Helen Zahavi

Donna und der Fettsack

Roman
Unionsverlag, Zürich 2000
ISBN 9783293201651
Taschenbuch, 256 Seiten, 8,64 EUR

Klappentext

Aus dem Englischen von Anke Caroline Burger. Donna ist eine ausgeschlafene Straßenratte. Nur ihren Joe liebt sie, wenn sie auch nicht genau weiß, warum. Aber Joe sitzt in der Tinte, er hat Schulden beim Kredithai Henry. Henry, der Fettsack, ein mieser Typ, ist scharf auf Donna. Donna kriegt er nicht, also vergeht er sich an Joe. Donna schlägt zurück.

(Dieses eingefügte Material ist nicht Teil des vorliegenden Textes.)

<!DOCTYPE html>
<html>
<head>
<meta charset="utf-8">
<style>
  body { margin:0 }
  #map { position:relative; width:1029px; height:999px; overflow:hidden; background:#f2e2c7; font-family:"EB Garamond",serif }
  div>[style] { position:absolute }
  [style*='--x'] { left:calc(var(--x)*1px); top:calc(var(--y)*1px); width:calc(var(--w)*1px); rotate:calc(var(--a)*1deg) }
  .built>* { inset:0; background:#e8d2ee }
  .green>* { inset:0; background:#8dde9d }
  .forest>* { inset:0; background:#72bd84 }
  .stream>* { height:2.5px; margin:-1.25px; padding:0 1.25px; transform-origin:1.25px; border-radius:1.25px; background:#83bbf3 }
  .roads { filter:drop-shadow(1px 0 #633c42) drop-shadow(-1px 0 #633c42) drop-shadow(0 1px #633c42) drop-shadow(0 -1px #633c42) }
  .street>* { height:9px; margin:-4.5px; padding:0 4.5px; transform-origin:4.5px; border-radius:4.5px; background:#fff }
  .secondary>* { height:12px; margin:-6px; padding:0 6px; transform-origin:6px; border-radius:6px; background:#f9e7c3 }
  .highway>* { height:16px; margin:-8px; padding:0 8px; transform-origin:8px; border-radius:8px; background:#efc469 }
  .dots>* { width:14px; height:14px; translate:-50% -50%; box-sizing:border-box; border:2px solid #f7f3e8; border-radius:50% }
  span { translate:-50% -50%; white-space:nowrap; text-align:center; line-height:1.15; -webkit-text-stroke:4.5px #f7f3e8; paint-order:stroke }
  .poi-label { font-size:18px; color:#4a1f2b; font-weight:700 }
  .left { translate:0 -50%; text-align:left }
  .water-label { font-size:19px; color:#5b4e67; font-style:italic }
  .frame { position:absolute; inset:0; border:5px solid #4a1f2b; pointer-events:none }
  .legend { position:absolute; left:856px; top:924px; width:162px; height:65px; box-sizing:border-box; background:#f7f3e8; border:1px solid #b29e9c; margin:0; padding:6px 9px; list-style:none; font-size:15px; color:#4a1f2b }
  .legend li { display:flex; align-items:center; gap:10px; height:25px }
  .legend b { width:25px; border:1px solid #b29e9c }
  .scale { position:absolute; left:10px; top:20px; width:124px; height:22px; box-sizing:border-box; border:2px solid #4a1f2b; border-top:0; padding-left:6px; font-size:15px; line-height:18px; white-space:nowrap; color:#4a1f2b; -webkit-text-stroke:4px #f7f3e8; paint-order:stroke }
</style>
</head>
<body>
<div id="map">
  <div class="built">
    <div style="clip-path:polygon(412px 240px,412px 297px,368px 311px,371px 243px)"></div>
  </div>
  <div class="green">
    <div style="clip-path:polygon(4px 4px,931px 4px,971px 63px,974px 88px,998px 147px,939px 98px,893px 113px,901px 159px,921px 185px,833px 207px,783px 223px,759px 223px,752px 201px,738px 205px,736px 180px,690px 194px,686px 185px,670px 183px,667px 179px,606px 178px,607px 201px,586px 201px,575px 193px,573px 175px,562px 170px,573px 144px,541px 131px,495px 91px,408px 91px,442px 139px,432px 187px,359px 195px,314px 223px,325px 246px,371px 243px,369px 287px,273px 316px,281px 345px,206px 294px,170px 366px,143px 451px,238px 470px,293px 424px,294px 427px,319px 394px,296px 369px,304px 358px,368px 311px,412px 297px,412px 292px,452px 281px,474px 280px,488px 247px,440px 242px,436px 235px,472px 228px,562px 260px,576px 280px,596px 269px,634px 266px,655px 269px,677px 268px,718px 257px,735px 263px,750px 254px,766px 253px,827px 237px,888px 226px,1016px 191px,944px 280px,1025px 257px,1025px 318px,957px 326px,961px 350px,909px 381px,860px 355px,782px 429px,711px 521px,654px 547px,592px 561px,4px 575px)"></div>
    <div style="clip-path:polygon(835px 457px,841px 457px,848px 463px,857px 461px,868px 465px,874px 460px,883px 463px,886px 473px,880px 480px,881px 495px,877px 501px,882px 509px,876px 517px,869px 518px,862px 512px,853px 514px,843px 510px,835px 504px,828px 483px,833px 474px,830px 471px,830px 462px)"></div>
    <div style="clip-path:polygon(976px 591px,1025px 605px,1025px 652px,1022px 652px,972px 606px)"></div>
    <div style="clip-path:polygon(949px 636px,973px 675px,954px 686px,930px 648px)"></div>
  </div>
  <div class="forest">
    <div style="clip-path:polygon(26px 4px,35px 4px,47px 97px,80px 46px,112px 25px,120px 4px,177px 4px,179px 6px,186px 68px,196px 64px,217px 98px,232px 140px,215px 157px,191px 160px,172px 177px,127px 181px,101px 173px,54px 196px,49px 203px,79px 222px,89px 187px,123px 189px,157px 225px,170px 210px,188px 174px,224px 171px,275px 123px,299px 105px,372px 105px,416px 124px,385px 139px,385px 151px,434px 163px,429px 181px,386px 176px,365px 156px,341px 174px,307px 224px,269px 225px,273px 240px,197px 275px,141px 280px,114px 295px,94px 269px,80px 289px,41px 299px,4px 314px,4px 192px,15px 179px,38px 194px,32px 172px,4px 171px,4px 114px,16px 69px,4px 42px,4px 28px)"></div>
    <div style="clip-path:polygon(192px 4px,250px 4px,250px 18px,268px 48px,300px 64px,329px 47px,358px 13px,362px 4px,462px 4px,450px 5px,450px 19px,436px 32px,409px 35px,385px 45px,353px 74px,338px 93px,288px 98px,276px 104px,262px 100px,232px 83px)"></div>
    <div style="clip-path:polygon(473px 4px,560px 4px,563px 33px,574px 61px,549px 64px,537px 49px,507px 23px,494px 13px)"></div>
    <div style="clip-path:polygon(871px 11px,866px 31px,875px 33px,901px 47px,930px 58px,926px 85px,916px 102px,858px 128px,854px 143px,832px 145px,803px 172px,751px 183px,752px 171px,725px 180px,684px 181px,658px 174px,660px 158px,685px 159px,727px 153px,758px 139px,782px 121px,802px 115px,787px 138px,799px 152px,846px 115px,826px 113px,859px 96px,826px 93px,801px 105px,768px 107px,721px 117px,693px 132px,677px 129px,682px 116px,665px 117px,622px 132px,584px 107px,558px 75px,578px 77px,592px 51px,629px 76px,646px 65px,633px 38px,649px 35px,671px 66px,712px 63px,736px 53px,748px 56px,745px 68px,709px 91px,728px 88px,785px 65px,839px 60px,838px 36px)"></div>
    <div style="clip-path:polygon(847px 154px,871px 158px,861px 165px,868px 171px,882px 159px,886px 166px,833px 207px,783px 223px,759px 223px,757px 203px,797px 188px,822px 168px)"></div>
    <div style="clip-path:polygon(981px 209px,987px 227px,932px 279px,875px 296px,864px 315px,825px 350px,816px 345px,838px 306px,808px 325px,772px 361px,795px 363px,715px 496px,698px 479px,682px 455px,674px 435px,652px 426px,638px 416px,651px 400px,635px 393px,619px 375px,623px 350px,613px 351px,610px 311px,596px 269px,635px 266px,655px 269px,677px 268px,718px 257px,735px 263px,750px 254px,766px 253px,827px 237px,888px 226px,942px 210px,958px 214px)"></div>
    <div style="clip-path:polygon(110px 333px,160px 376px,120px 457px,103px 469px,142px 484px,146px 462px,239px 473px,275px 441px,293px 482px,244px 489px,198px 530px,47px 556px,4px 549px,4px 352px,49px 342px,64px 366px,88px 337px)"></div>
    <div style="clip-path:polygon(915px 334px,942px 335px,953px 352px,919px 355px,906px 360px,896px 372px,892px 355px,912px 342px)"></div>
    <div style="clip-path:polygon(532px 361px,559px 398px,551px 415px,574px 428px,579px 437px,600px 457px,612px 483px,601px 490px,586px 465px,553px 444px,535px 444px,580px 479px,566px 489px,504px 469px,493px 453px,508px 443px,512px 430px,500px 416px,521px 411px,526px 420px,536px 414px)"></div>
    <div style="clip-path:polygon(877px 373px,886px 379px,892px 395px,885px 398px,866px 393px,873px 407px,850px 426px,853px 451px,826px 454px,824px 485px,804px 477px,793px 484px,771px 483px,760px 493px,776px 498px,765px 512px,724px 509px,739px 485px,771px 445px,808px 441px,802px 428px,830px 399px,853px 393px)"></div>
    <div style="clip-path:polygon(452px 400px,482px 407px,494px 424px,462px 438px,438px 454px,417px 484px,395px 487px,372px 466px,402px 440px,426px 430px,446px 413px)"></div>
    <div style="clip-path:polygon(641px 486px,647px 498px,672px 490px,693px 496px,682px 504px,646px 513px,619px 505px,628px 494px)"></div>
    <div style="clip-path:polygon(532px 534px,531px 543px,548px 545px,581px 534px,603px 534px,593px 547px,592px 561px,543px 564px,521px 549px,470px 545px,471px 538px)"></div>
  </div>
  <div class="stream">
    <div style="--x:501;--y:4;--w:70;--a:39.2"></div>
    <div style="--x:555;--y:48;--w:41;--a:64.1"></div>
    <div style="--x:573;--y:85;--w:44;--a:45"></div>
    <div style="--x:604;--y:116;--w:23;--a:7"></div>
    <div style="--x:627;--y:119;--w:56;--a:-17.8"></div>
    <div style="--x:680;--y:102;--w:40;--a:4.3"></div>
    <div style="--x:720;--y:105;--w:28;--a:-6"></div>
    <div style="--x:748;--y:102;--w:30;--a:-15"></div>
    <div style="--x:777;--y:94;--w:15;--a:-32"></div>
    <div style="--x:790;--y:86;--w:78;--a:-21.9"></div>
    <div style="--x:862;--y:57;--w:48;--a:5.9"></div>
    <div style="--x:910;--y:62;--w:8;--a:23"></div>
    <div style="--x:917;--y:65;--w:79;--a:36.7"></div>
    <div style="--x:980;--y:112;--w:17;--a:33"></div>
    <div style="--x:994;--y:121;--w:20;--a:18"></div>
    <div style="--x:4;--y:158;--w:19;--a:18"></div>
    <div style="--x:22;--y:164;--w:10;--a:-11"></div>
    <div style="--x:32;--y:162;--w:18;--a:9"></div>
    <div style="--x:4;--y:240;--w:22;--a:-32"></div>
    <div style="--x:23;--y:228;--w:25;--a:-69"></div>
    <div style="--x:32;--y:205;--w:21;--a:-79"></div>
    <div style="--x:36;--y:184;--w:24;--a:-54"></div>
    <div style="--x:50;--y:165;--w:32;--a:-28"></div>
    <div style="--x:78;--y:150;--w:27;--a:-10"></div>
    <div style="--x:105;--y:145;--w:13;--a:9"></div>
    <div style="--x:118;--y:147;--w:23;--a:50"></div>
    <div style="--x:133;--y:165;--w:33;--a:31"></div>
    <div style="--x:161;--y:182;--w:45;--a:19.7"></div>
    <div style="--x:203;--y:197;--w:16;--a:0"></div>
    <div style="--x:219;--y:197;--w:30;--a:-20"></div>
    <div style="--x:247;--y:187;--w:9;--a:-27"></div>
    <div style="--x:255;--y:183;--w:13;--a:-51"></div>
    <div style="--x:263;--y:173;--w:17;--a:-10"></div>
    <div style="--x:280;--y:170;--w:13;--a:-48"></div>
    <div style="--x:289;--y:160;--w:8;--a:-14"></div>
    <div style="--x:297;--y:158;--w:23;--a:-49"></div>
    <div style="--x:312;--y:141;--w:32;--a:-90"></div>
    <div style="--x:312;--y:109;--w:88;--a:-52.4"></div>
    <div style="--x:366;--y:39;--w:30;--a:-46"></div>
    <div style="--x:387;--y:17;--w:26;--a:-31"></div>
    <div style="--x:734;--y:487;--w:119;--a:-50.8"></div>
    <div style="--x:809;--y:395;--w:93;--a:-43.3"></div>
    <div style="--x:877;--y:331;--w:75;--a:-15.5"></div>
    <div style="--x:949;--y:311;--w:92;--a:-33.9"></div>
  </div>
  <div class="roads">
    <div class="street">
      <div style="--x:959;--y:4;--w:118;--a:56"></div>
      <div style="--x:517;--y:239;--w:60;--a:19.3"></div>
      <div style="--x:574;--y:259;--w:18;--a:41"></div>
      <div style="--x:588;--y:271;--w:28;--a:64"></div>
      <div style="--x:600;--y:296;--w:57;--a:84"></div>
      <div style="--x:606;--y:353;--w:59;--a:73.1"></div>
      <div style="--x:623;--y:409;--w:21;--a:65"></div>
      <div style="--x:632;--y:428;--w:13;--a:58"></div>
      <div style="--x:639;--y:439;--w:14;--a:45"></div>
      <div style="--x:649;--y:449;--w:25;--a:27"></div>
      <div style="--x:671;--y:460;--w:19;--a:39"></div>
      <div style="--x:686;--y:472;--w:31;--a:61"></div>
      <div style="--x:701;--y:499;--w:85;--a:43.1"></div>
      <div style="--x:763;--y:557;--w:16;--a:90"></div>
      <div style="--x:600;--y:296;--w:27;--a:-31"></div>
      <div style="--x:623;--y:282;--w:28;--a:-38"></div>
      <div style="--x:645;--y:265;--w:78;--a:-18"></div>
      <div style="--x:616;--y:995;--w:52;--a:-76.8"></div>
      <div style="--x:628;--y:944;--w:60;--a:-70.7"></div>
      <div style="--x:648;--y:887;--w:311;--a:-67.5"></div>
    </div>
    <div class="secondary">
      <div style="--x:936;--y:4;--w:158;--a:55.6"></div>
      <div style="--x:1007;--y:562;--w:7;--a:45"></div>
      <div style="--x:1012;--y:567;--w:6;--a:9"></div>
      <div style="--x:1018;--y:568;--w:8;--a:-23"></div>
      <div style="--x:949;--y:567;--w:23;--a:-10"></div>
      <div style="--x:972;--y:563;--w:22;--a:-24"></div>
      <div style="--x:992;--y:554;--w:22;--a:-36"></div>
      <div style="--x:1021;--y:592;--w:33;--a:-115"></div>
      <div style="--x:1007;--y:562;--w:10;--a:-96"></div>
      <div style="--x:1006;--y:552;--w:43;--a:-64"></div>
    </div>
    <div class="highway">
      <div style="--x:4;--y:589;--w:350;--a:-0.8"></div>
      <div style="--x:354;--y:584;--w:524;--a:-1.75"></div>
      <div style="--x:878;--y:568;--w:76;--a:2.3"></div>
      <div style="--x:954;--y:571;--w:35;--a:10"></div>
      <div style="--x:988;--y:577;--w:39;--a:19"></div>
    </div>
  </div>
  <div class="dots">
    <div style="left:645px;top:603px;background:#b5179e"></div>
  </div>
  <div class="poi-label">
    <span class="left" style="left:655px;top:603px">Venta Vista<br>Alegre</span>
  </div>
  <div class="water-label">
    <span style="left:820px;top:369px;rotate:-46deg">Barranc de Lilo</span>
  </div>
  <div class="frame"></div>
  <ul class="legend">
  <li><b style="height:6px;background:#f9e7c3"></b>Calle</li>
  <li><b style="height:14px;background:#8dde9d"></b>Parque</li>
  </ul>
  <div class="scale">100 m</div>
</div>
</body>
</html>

Rezensionsnotiz zu Die Tageszeitung, 23.03.2000

Robert Brack bespricht dieses Buch zusammen mit fünf weiteren Büchern aus der neuen "Metro"-Krimireihe des Unionverlags: "Total Cheops" von Jean-Claude Izzo, "Socrates in Watts" von Walter Mosley, "Weißer Himmel, schwarzes Eis" von Stan Jones, "Haus der Geister" von Christopher G. Moore und "Temutma" von Rebecca Bradley und Stewart Sloan. Dabei geht er allerdings kaum auf die einzelnen Bücher ein, sondern schildert vor allem - und mit Sympathie für das Projekt - die Konzeption der Reihe: Der Unionverlag will hier die großen (und manchmal auch ganz kleine) Metropolen der Welt durch die Bücher seiner Krimireihe porträtieren. Was Brack dabei besonders gefällt, ist, dass der Verlag dabei schon aus Kostengründen nicht auf die Stars der Krimigenres zurückgreifen kann. Brack freut sich also, dass die Reihe in mehrerer Hinsicht Entdeckungen bereit hält, einerseits geographisch und andererseits literarisch. Zu dem Buch von Zahavi bemerkt Brack nur, dass sich hier ein Londoner Straßenmädchen mit einem Kredithai anlegt.